__ABOUT THIS EXERCISE__. In the data that follows, find the line with "g.setLineDash(dash || []);"; transcribe it, every later line up to the one with "g.rotate((+turn || 0) * Math.PI / 180);", and that line as well, exactly and with no others.

__PROVIDED RECORDS__.
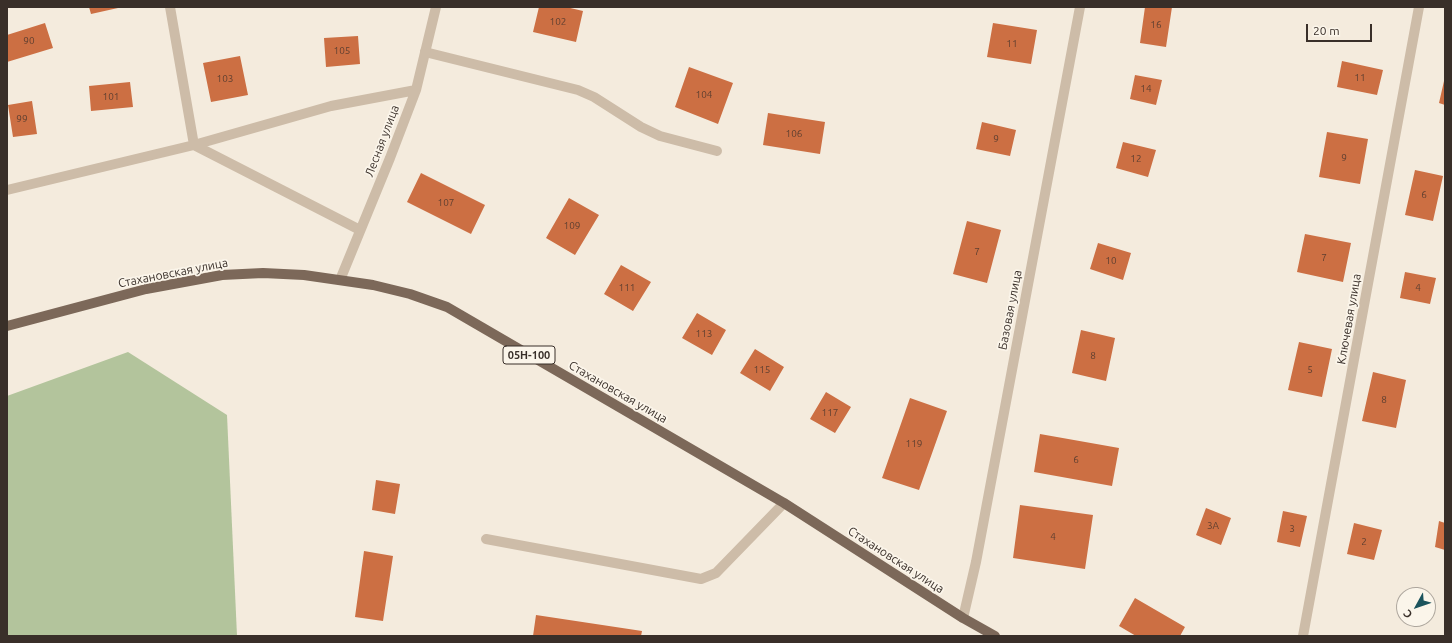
<!DOCTYPE html>
<html>
<head>
<meta charset="utf-8">
<style>
	body { margin:0 }
	#map { position:relative; width:1452px; height:643px; overflow:hidden; background:#f4ebdd; font-family:Ubuntu,sans-serif }
	canvas { display:block }
	.frame { position:absolute; inset:0; border:8px solid #392f29; pointer-events:none }
	.north { position:absolute; left:1396px; top:587px; width:40px; height:40px; box-sizing:border-box; background:#fbf5ea; border:1px solid #ada69d; border-radius:50%; rotate:230deg; font-size:11px; font-weight:700; line-height:16px; text-align:center; color:#392f29 }
	.north::after { content:''; display:block; margin:auto; width:14px; height:18px; background:#1c545d; clip-path:polygon(50% 0,100% 100%,50% 72%,0 100%) }
	.scale { position:absolute; left:1306px; top:24px; width:66px; height:18px; box-sizing:border-box; border:2px solid #392f29; border-top:0; padding-left:5px; font-size:12px; line-height:14px; white-space:nowrap; color:#392f29; -webkit-text-stroke:3px #fbf5ea; paint-order:stroke }
</style>
</head>
<body>
<div id="map">
<canvas width="1452" height="643"></canvas>
<div class="frame"></div>
<div class="north">С</div>
<div class="scale">20 m</div>
</div>
<script>
const ctx = document.querySelector('canvas').getContext('2d');
ctx.lineJoin = 'round';
function fillPath(path, color) { ctx.fillStyle = color; ctx.fill(path, 'evenodd'); }
const poly = rows => new Path2D(rows.map(r => 'M' + r).join(''));
function strokePath(path, color, width, dash) { ctx.strokeStyle = color; ctx.lineWidth = width; ctx.lineCap = dash ? 'butt' : 'round'; ctx.setLineDash(dash || []); ctx.stroke(path); }
function drawText(font, color, halo, rows, align = 'center') {
  ctx.font = font + ' Ubuntu,sans-serif'; ctx.lineWidth = 3.5; ctx.setLineDash([]); ctx.textBaseline = 'middle'; ctx.strokeStyle = halo; ctx.fillStyle = color; for (const [text, x, y, turn = 0] of rows) {
    ctx.save(); ctx.translate(x, y); ctx.rotate((+turn || 0) * Math.PI / 180); ctx.textAlign = isNaN(turn) ? turn : align; if (halo) ctx.strokeText(text, 0, 0); ctx.fillText(text, 0, 0); ctx.restore();
  }
}
fillPath(poly([
	[128,352,227,415,237,636,7,636,7,396]
]), '#b3c49c');
fillPath(poly([
	[89,7,118,7,118,8,91,14],
	[539,7,566,7,583,11,576,42,533,32],
	[1145,7,1172,7,1166,47,1140,43],
	[45,23,53,48,7,62,7,35],
	[993,23,1037,30,1031,64,987,57],
	[358,36,360,64,326,67,324,38],
	[240,56,248,95,211,102,203,63],
	[1342,61,1383,70,1377,95,1337,87],
	[689,67,733,83,718,124,675,107],
	[1135,75,1162,80,1156,105,1130,99],
	[1444,81,1445,81,1445,105,1439,103],
	[130,82,133,107,91,111,89,86],
	[32,101,37,134,13,137,8,105],
	[768,113,825,122,820,154,763,145],
	[982,122,1016,130,1010,156,976,149],
	[1327,132,1368,139,1360,184,1319,177],
	[1123,142,1156,150,1148,177,1116,168],
	[1415,170,1443,176,1433,221,1405,215],
	[421,173,485,205,471,234,407,202],
	[569,198,599,215,575,255,546,238],
	[967,221,1001,230,987,283,953,274],
	[1305,234,1351,243,1343,282,1297,272],
	[1098,243,1131,253,1123,280,1090,269],
	[621,265,651,282,633,311,604,294],
	[1405,272,1436,278,1430,304,1400,298],
	[697,313,726,330,712,355,682,338],
	[1081,330,1115,338,1106,381,1072,373],
	[1299,342,1332,349,1322,397,1288,390],
	[755,349,784,367,770,391,740,373],
	[1373,372,1406,380,1396,428,1362,421],
	[826,392,851,407,835,433,810,419],
	[910,398,947,411,919,490,882,478],
	[1040,434,1119,448,1112,486,1034,472],
	[376,480,400,484,395,514,372,510],
	[1020,505,1093,515,1085,569,1013,558],
	[1206,508,1231,518,1221,545,1196,535],
	[1283,511,1307,516,1300,547,1277,542],
	[1439,521,1445,523,1445,550,1435,547],
	[1354,523,1382,530,1374,560,1347,554],
	[364,551,393,556,383,621,355,617],
	[1135,598,1185,627,1180,636,1136,636,1119,626],
	[536,615,642,631,641,636,533,636]
]), '#cc6f43');
strokePath(poly([
	[425,52,578,90,594,97,641,127,660,136,717,151],
	[486,539,701,579,716,573,784,503]
]), '#cdbca8', 10);
strokePath(poly([
	[170,7,194,145,360,230],
	[7,190,194,145,331,106,416,90],
	[340,280,390,158,416,90,436,7],
	[963,618,976,562,1080,7],
	[1303,636,1419,7]
]), '#cdbca8', 10);
strokePath(poly([
	[7,326,146,289,222,275,263,273,304,275,373,285,410,294,447,307,784,503,963,618,995,636]
]), '#7c6859', 10);
drawText('10px', '#5e3f30', null, [
	["102",558,22],
	["16",1156,25],
	["90",29,41],
	["11",1012,44],
	["105",342,51],
	["11",1360,78],
	["103",225,79],
	["14",1146,89],
	["104",704,95],
	["101",111,97],
	["99",22,119],
	["106",794,134],
	["9",996,139],
	["9",1344,158],
	["12",1136,159],
	["6",1424,195],
	["107",446,203],
	["109",572,226],
	["7",977,252],
	["7",1324,258],
	["10",1111,261],
	["111",627,288],
	["4",1418,288],
	["113",704,334],
	["8",1093,356],
	["115",762,370],
	["5",1310,370],
	["8",1384,400],
	["117",830,413],
	["119",914,444],
	["6",1076,460],
	["3А",1213,526],
	["3",1292,529],
	["4",1053,537],
	["2",1364,542]
]);
for (const [x, y, w] of [
	[529,355,52]
]) { const box = new Path2D(); box.roundRect(x - w / 2, y - 9, w, 18, 3); ctx.fillStyle = '#fbf5ea'; ctx.fill(box); strokePath(box, '#392f29', 1); }
drawText('bold 11px', '#392f29', null, [
	["05Н-100",529,355]
]);
drawText('12px', '#392f29', '#fbf5ea', [
	["Лесная улица",382,141,-69],
	["Стахановская улица",173,273,-11],
	["Базовая улица",1010,310,-79],
	["Ключевая улица",1349,319,-80],
	["Стахановская улица",618,392,30],
	["Стахановская улица",896,560,33]
]);
</script>
</body>
</html>
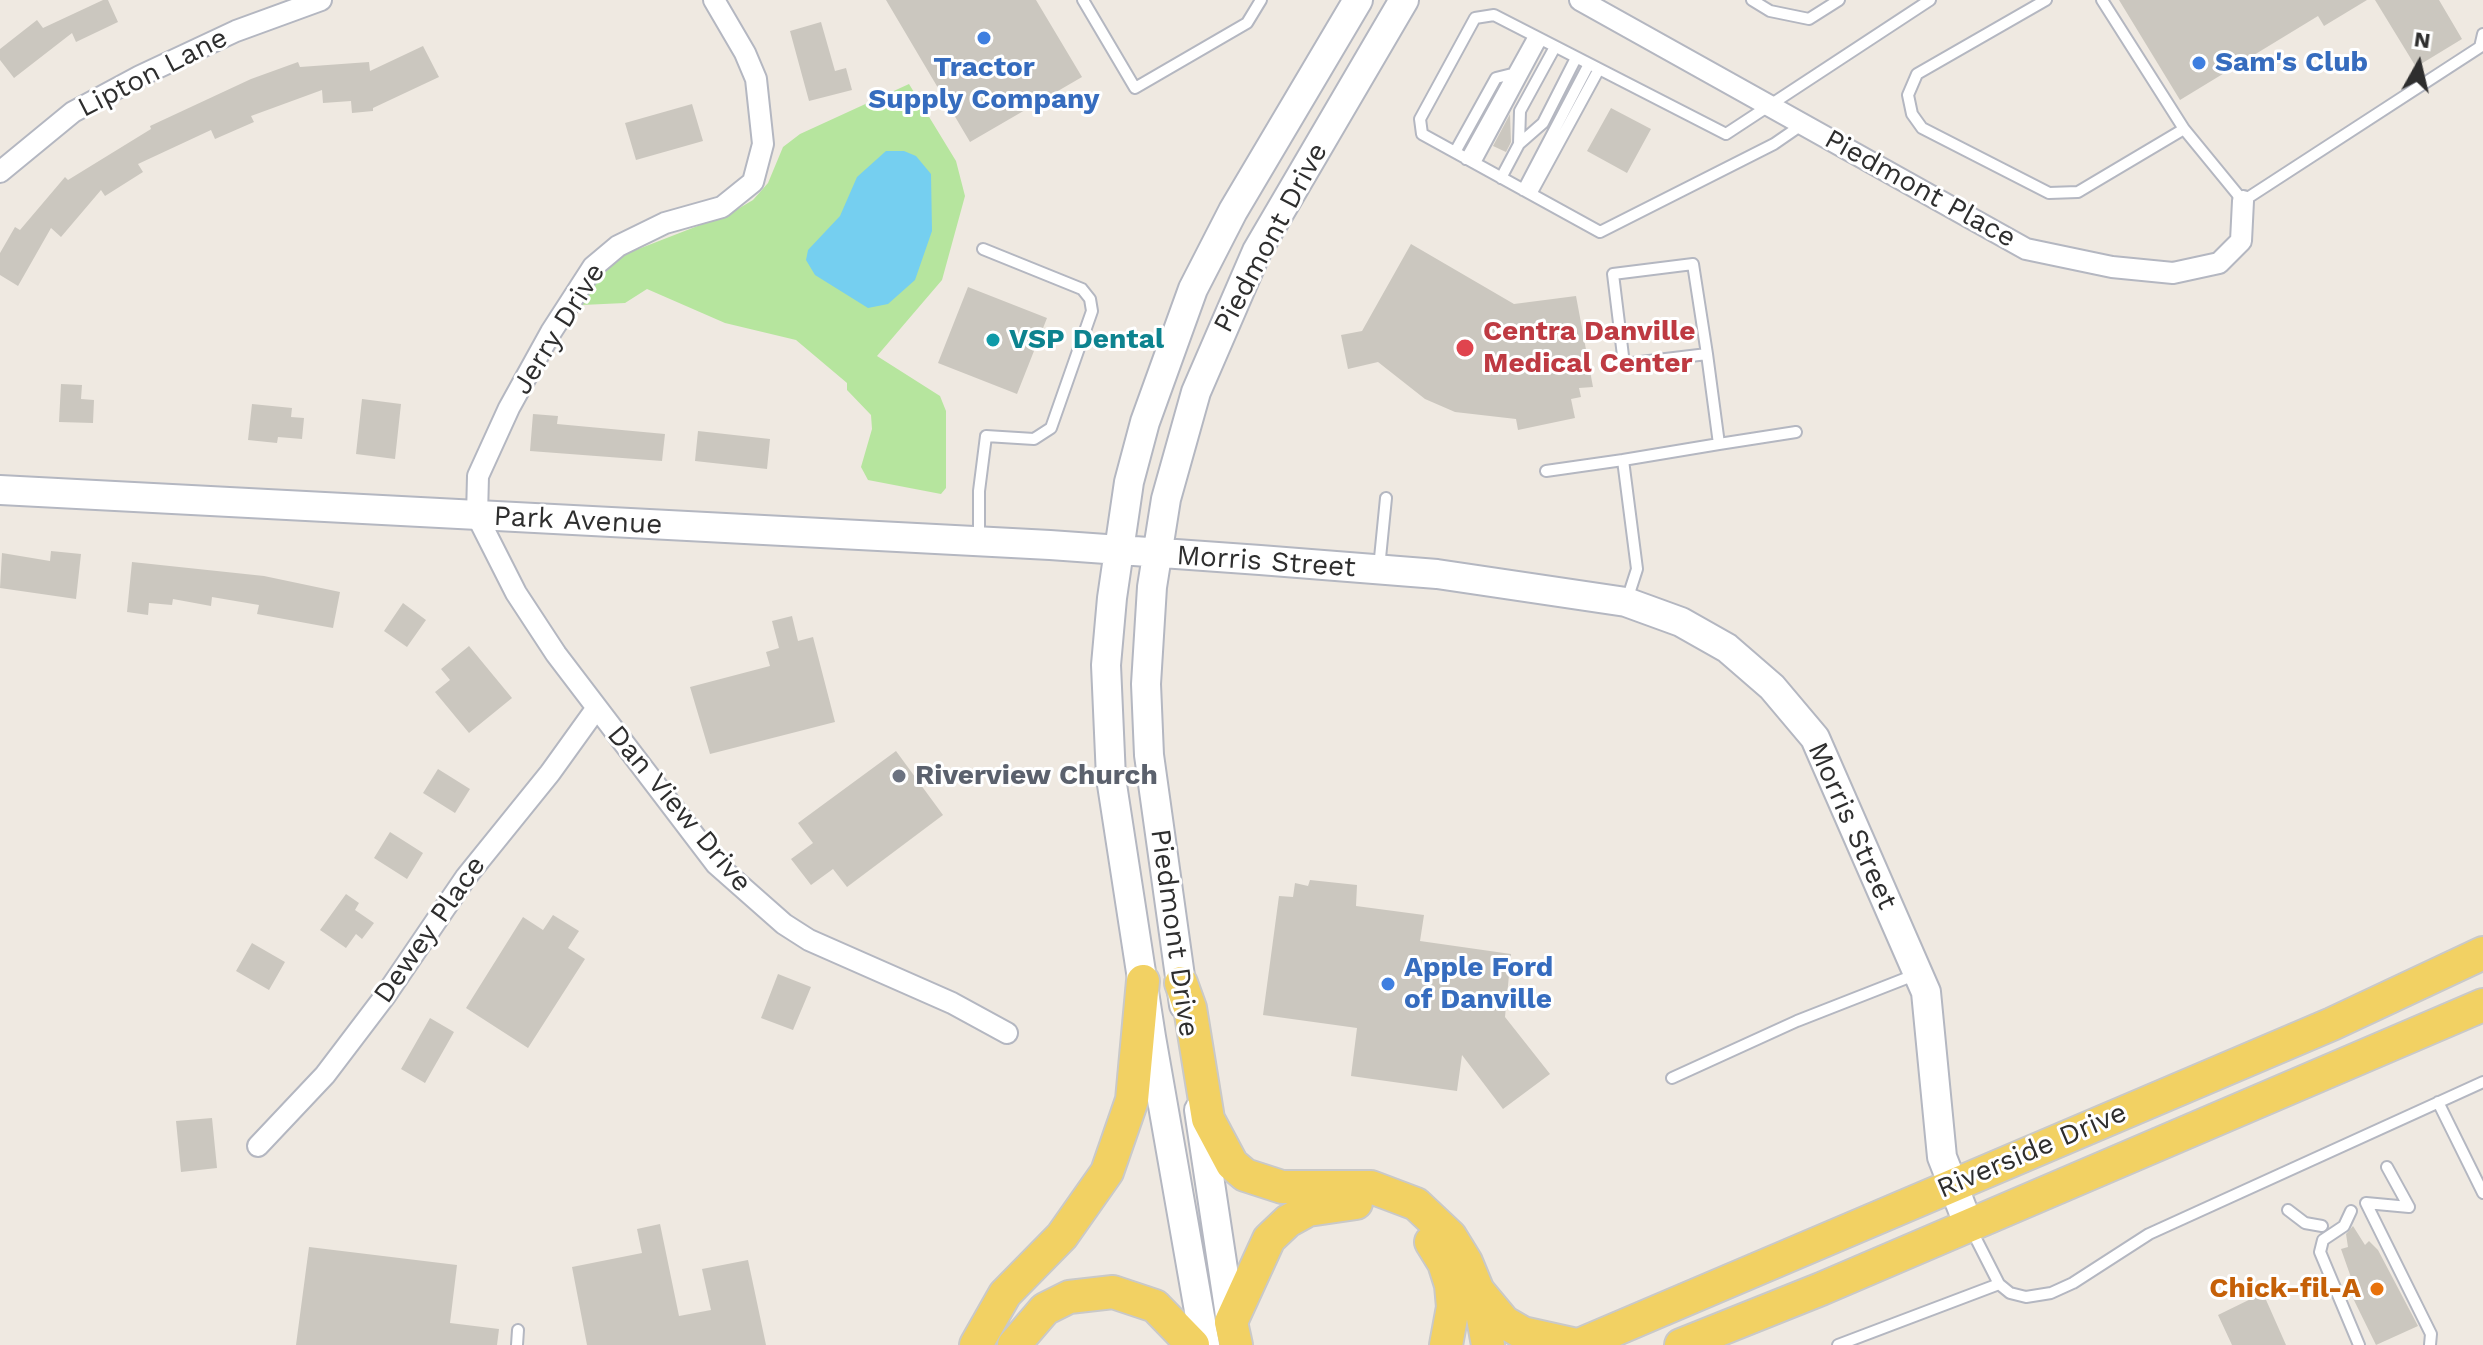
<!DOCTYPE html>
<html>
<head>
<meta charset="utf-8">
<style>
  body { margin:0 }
  #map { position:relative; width:2483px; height:1345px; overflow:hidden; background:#efe9e1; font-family:"Work Sans",sans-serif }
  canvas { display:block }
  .north { position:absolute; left:2379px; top:24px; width:80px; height:80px; -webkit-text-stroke:6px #fff; paint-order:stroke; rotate:8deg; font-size:22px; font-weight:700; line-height:32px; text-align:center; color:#2e2e2e }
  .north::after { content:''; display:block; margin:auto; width:28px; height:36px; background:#2e2e2e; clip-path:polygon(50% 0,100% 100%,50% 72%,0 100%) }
</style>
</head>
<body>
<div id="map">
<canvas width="2483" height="1345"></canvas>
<div class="north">N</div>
</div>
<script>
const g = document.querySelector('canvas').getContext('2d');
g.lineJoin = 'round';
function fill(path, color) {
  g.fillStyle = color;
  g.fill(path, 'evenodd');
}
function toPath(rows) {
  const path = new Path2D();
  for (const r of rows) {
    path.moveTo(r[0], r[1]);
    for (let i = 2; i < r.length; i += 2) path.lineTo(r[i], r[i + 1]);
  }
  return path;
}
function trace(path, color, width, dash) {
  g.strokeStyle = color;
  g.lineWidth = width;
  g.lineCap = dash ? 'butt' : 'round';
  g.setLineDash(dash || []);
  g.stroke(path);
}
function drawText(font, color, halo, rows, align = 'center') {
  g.font = font + ' "Work Sans",sans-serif';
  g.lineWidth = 6;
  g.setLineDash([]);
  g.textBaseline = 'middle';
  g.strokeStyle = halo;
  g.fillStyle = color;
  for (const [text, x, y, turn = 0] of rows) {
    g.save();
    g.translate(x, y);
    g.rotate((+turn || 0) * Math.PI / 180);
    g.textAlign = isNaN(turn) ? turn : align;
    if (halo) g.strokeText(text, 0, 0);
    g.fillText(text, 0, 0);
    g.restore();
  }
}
fill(toPath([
  [909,84,956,161,965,196,942,280,877,356,940,396,946,411,946,488,941,494,868,480,861,467,872,429,871,415,847,390,847,383,796,340,725,323,647,289,625,303,582,305,603,270,623,255,731,213,753,200,768,183,783,147,800,134]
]), '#b6e59e');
fill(toPath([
  [886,151,904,151,916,156,931,174,932,231,915,280,888,304,868,308,815,275,806,260,808,250,840,216,857,177]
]), '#75cff0');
fill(toPath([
  [103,0,108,0,118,22,76,42,72,33,14,78,0,60,0,49,37,20,43,28],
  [886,0,1036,0,1082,77,970,142],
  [2119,0,2367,0,2324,26,2318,16,2180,100],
  [2375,0,2439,0,2462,39,2416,67],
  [821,22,835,71,846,68,852,90,809,101,790,31],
  [423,46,439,77,373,108,373,111,352,113,351,101,323,103,322,90,251,116,254,122,215,139,211,130,138,164,143,172,105,196,101,190,61,237,51,228,18,286,0,275,0,253,15,227,20,230,65,177,68,180,151,129,150,126,251,79,298,62,300,67,369,62,370,71],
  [692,104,703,141,636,160,625,123],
  [1611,108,1651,129,1627,173,1587,151],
  [1510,114,1511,142,1506,152,1493,146],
  [1411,244,1514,304,1576,296,1593,387,1579,388,1581,397,1571,399,1575,418,1518,430,1516,419,1455,412,1425,399,1378,362,1348,369,1341,335,1362,331],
  [968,287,1047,318,1017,394,938,363],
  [61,384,82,385,81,399,94,400,93,423,59,422],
  [362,399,401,404,395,459,356,454],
  [252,404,292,408,291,417,304,418,302,439,278,437,277,443,248,440],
  [533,414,558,416,557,424,665,434,662,461,530,451],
  [698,431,770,439,767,469,695,461],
  [51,551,81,554,76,599,0,588,2,553,50,561],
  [132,562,264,576,340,592,333,628,257,614,259,605,212,597,211,606,173,599,172,605,149,603,148,615,127,612],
  [403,603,426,620,407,647,384,631],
  [792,616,798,641,813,637,835,722,710,754,690,687,770,666,766,652,779,648,772,621],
  [469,646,512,698,469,733,435,692,450,680,441,669],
  [896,751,943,815,847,887,833,869,811,885,791,859,813,843,798,823],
  [438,769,470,789,455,813,423,793],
  [390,832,423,853,407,879,374,858],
  [1310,880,1357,885,1356,906,1424,915,1420,941,1511,954,1505,1017,1550,1074,1503,1109,1462,1055,1457,1091,1351,1076,1357,1028,1263,1015,1279,896,1293,897,1295,883,1308,886],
  [346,894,359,903,355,910,374,923,362,939,356,934,346,948,320,930],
  [553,915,579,931,568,948,585,959,528,1048,466,1008,523,917,543,930],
  [252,943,285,962,269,990,236,971],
  [778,974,811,987,793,1030,761,1018],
  [430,1018,454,1032,425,1083,401,1069],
  [212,1118,217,1168,181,1172,176,1121],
  [660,1224,679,1316,711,1310,702,1269,748,1260,766,1345,587,1345,572,1267,642,1253,637,1229],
  [2353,1226,2365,1245,2369,1241,2378,1250,2418,1326,2376,1345,2348,1288,2354,1286,2341,1249,2348,1247,2346,1234],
  [309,1247,457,1265,450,1323,499,1329,497,1345,296,1345],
  [2263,1293,2286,1345,2232,1345,2218,1315]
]), '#cbc7bf');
const lane = toPath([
  [1083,0,1135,88,1247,23,1261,0],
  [1752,0,1770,11,1809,19,1839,0],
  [2046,0,1917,74,1908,95,1912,114,1922,128,2049,193,2078,192,2184,129],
  [2102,0,2184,129,2243,201,2480,47,2483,34],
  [1803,124,1774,144,1600,232,1422,134,1420,119,1475,18,1494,15,1726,134,1930,0],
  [1519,144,1520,111,1555,47],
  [1455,152,1496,78,1512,74],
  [1466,159,1534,36],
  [1475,163,1541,40],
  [1501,178,1519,144,1543,123,1576,58],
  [1523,190,1589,64],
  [1531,194,1599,69],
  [1719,444,1796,432],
  [1546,471,1623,460],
  [979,540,979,491,986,436,1034,439,1051,428,1092,311,1090,299,1082,289,983,249],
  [1379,568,1386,498],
  [1627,600,1637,569,1623,460,1719,444,1707,354,1693,264,1613,274,1624,364,1707,354],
  [1672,1078,1797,1021,1917,974],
  [2438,1102,2483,1193],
  [2387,1167,2409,1207],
  [2366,1203,2431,1334,2430,1345],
  [2366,1203,2409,1207],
  [2288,1210,2305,1223,2322,1226],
  [2351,1211,2344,1226,2323,1240,2320,1252,2359,1345],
  [1971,1229,1999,1284],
  [517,1345,518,1330],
  [1838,1345,1999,1284,2010,1293,2026,1297,2051,1293,2073,1283,2149,1234,2483,1082]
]);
const street = toPath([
  [714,0,745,53,756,79,763,144,753,182,722,207,665,223,618,246,593,267,551,332,509,408,478,476,477,516,516,593,556,654,716,864,784,924,809,940,952,1003,1007,1033],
  [1580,0,2026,249,2112,267,2173,273,2219,263,2241,241,2243,201],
  [0,172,73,112,140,76,236,31,321,0],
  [258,1146,325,1075,385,996,466,877,550,773,596,709]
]);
const secondary = toPath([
  [0,490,1050,545,1260,560,1437,574,1626,602,1681,622,1727,648,1772,687,1815,738,1926,992,1942,1157,1969,1226],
  [1184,1005,1149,755,1146,684,1152,587,1166,499,1196,392,1257,251,1404,0],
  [1199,1110,1231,1322],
  [1205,1345,1151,1037,1111,778,1106,665,1112,598,1129,482,1145,422,1193,289,1233,211,1358,0]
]);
const primary = toPath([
  [1181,983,1190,1008,1208,1119,1232,1164,1245,1175,1282,1187,1371,1187,1416,1204,1450,1236,1466,1262,1478,1291,1488,1345],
  [1431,1242,1444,1263,1451,1285,1453,1307,1446,1345],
  [1479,1292,1504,1322,1523,1333,1577,1345],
  [976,1345,1005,1294,1062,1236,1107,1172,1132,1100,1143,981],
  [1014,1345,1045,1309,1069,1297,1113,1292,1155,1306,1193,1345],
  [1236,1345,1231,1322,1269,1239,1288,1221,1308,1210,1356,1203],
  [1579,1345,2332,1024,2483,953],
  [1681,1345,1821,1289,2483,1005]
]);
trace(lane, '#b4b7c1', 14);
trace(street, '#b4b7c1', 24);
trace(secondary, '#b4b7c1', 32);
trace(primary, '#c9c9c9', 36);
trace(lane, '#fff', 10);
trace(street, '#fff', 20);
trace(secondary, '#fff', 28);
trace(primary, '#f2d163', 32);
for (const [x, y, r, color] of [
  [984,38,8,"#3f7fe0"],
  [2199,63,8,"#3f7fe0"],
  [993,340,8,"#0f9aa8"],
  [1465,348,10,"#e0444e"],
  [899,776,8,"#6b7280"],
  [1388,984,8,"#3f7fe0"],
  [2377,1289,8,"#e8710a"]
]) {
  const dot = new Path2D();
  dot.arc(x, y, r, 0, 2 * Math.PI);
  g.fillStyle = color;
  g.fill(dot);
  trace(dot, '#fff', 3);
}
drawText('bold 28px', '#366cbe', '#fff', [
  ["Sam's Club",2215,63],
  ["Tractor",984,68,"center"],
  ["Supply Company",984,100,"center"],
  ["Apple Ford",1404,968],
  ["of Danville",1404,1000]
], 'left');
drawText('28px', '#2e2e2e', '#fff', [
  ["Lipton Lane",153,73,-27],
  ["Piedmont Place",1920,189,29],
  ["Piedmont Drive",1271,238,-62],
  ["Jerry Drive",559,329,-58],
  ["Park Avenue",578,521,3],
  ["Morris Street",1266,562,4],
  ["Dan View Drive",679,809,50],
  ["Morris Street",1852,826,66],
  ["Dewey Place",430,930,-55],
  ["Piedmont Drive",1174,933,82],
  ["Riverside Drive",2032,1151,-23]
]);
drawText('bold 28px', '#be3a42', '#fff', [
  ["Centra Danville",1483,332],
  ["Medical Center",1483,364]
], 'left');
drawText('bold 28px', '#0d838f', '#fff', [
  ["VSP Dental",1009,340]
], 'left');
drawText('bold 28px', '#5b616d', '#fff', [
  ["Riverview Church",915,776]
], 'left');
drawText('bold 28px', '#c56008', '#fff', [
  ["Chick-fil-A",2361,1289]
], 'right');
</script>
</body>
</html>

__RESPONSE AREA__.
  g.setLineDash(dash || []);
  g.stroke(path);
}
function drawText(font, color, halo, rows, align = 'center') {
  g.font = font + ' "Work Sans",sans-serif';
  g.lineWidth = 6;
  g.setLineDash([]);
  g.textBaseline = 'middle';
  g.strokeStyle = halo;
  g.fillStyle = color;
  for (const [text, x, y, turn = 0] of rows) {
    g.save();
    g.translate(x, y);
    g.rotate((+turn || 0) * Math.PI / 180);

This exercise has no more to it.